> _WHAT IS NEEDED_:
Using the records provided below, locate and copy each line that contains the word "hidden".

== Segment start ==

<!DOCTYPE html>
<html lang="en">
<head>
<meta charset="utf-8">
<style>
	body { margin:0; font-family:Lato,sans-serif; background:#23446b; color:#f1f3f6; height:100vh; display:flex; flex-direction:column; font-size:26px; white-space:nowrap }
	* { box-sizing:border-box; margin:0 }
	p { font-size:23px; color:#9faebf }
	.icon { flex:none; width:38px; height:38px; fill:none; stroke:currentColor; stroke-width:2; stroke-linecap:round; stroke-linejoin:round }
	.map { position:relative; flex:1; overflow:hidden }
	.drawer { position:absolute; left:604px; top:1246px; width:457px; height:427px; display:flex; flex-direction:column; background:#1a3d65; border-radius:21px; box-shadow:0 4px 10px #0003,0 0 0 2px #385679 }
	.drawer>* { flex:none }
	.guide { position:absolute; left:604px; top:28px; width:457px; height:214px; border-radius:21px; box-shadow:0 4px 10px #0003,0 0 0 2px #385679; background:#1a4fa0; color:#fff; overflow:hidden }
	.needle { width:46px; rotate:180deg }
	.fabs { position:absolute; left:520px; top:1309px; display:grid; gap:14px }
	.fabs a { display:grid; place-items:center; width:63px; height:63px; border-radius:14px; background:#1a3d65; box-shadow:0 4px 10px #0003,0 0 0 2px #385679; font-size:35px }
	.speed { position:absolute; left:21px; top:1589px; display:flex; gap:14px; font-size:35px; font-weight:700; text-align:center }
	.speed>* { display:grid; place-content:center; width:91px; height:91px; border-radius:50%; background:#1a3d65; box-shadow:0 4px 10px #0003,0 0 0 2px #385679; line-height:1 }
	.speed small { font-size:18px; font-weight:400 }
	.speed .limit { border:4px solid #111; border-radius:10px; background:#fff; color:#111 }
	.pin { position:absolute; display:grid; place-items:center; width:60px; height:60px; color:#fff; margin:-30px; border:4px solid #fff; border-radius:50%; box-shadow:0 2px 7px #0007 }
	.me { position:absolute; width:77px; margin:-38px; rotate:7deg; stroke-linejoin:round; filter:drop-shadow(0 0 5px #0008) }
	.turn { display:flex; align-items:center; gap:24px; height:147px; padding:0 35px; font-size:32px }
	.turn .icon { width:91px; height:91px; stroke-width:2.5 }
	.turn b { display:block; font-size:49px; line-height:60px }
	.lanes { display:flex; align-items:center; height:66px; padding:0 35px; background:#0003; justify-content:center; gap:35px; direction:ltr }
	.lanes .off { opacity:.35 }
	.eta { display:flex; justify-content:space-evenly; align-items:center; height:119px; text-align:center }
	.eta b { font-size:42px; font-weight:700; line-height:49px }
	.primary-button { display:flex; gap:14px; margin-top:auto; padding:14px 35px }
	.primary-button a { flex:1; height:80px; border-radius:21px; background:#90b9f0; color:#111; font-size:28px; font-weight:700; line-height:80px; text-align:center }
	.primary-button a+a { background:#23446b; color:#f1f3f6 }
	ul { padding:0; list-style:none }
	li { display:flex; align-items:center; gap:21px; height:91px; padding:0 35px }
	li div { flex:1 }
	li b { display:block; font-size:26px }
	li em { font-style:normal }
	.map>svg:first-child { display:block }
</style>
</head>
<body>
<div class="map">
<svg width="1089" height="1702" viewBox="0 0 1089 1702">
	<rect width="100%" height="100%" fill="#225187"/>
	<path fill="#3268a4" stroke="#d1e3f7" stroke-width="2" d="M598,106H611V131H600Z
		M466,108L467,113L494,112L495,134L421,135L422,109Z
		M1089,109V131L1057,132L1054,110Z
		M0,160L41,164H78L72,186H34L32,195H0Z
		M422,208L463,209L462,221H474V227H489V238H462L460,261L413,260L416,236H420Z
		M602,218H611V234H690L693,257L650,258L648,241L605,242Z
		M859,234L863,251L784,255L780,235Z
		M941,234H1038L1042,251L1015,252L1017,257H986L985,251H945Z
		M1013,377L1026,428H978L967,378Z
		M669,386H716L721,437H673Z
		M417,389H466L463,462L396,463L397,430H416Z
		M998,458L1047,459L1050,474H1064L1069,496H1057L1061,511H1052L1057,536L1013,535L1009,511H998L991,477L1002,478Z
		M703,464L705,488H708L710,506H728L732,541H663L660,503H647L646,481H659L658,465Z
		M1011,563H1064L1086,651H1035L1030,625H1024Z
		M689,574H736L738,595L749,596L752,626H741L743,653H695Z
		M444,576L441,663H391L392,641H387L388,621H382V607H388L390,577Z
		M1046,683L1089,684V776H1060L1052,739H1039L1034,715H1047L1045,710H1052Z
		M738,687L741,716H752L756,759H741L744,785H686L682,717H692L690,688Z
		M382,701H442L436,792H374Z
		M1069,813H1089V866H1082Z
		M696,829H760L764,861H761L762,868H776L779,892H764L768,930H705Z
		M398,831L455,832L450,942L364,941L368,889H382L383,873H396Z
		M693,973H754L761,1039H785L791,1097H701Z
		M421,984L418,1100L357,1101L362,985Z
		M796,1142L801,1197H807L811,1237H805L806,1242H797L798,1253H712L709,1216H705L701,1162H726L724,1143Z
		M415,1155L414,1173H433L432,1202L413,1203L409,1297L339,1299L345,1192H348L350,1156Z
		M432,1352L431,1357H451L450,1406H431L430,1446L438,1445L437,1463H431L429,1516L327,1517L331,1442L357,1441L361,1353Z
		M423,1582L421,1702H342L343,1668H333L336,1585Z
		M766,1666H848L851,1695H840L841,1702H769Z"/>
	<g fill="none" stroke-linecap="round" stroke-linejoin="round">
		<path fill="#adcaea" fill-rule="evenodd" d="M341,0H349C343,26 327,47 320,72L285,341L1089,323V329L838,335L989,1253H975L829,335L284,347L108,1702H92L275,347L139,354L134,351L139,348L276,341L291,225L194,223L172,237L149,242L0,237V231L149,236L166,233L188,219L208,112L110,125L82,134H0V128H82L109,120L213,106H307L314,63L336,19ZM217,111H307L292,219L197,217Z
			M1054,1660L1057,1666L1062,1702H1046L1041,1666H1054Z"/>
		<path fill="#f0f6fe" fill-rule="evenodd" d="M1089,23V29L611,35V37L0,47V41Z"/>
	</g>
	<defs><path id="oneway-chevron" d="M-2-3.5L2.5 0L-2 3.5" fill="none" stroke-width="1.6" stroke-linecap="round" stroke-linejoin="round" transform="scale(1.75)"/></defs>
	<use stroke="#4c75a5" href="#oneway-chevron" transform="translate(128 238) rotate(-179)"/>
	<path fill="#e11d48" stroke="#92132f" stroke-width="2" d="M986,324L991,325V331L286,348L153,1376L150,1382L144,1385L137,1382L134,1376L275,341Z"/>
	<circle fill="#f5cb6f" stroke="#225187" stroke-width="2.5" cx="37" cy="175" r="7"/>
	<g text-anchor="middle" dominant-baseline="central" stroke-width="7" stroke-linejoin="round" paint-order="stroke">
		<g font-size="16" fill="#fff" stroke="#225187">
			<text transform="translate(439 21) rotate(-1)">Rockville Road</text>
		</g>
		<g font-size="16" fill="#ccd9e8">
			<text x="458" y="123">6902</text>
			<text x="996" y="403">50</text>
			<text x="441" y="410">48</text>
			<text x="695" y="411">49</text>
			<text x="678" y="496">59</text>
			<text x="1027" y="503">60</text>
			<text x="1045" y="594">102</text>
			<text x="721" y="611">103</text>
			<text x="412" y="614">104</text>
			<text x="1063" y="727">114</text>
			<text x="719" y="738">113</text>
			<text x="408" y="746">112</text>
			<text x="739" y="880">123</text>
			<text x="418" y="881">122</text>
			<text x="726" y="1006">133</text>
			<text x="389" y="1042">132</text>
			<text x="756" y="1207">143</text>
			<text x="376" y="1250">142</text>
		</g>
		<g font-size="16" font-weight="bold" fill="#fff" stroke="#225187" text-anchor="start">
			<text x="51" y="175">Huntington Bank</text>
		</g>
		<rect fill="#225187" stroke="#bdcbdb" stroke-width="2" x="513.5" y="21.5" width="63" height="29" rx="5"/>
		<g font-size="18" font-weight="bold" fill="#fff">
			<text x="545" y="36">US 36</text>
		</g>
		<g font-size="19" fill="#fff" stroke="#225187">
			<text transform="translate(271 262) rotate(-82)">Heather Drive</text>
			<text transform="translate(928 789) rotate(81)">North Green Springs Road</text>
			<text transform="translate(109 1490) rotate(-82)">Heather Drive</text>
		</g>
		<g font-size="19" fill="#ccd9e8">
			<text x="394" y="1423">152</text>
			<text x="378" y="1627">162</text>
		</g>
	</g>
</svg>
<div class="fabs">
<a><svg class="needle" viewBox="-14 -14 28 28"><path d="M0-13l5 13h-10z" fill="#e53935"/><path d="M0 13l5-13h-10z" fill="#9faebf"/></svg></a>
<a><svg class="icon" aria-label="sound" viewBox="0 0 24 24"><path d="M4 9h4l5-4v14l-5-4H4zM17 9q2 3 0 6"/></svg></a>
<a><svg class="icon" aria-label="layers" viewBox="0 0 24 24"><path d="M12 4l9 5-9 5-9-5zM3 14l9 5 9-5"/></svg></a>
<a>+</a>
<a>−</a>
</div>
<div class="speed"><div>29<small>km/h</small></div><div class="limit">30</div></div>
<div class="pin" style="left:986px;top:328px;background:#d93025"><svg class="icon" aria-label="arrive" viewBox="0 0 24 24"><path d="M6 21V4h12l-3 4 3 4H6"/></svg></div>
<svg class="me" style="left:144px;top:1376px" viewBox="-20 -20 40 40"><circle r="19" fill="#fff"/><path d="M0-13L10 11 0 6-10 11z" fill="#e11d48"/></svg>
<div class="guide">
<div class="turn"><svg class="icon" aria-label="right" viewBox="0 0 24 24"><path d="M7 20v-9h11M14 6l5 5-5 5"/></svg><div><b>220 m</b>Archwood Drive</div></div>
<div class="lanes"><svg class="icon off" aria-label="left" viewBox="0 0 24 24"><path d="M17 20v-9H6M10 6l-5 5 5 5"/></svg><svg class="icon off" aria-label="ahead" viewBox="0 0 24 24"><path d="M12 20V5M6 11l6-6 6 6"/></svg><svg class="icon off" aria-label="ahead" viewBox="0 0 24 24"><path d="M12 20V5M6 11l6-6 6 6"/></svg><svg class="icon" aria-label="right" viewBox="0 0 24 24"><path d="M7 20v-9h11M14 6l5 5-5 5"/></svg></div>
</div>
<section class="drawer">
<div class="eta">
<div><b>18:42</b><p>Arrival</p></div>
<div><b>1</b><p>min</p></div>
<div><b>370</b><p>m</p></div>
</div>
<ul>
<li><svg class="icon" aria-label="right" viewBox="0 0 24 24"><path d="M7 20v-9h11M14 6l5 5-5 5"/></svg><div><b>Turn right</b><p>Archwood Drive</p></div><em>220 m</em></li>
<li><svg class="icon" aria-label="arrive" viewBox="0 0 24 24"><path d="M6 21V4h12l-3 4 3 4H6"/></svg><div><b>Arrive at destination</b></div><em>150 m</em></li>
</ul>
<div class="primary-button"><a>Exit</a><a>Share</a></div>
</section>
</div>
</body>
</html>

== Segment end ==

> _REPLY_:
	.map { position:relative; flex:1; overflow:hidden }
	.guide { position:absolute; left:604px; top:28px; width:457px; height:214px; border-radius:21px; box-shadow:0 4px 10px #0003,0 0 0 2px #385679; background:#1a4fa0; color:#fff; overflow:hidden }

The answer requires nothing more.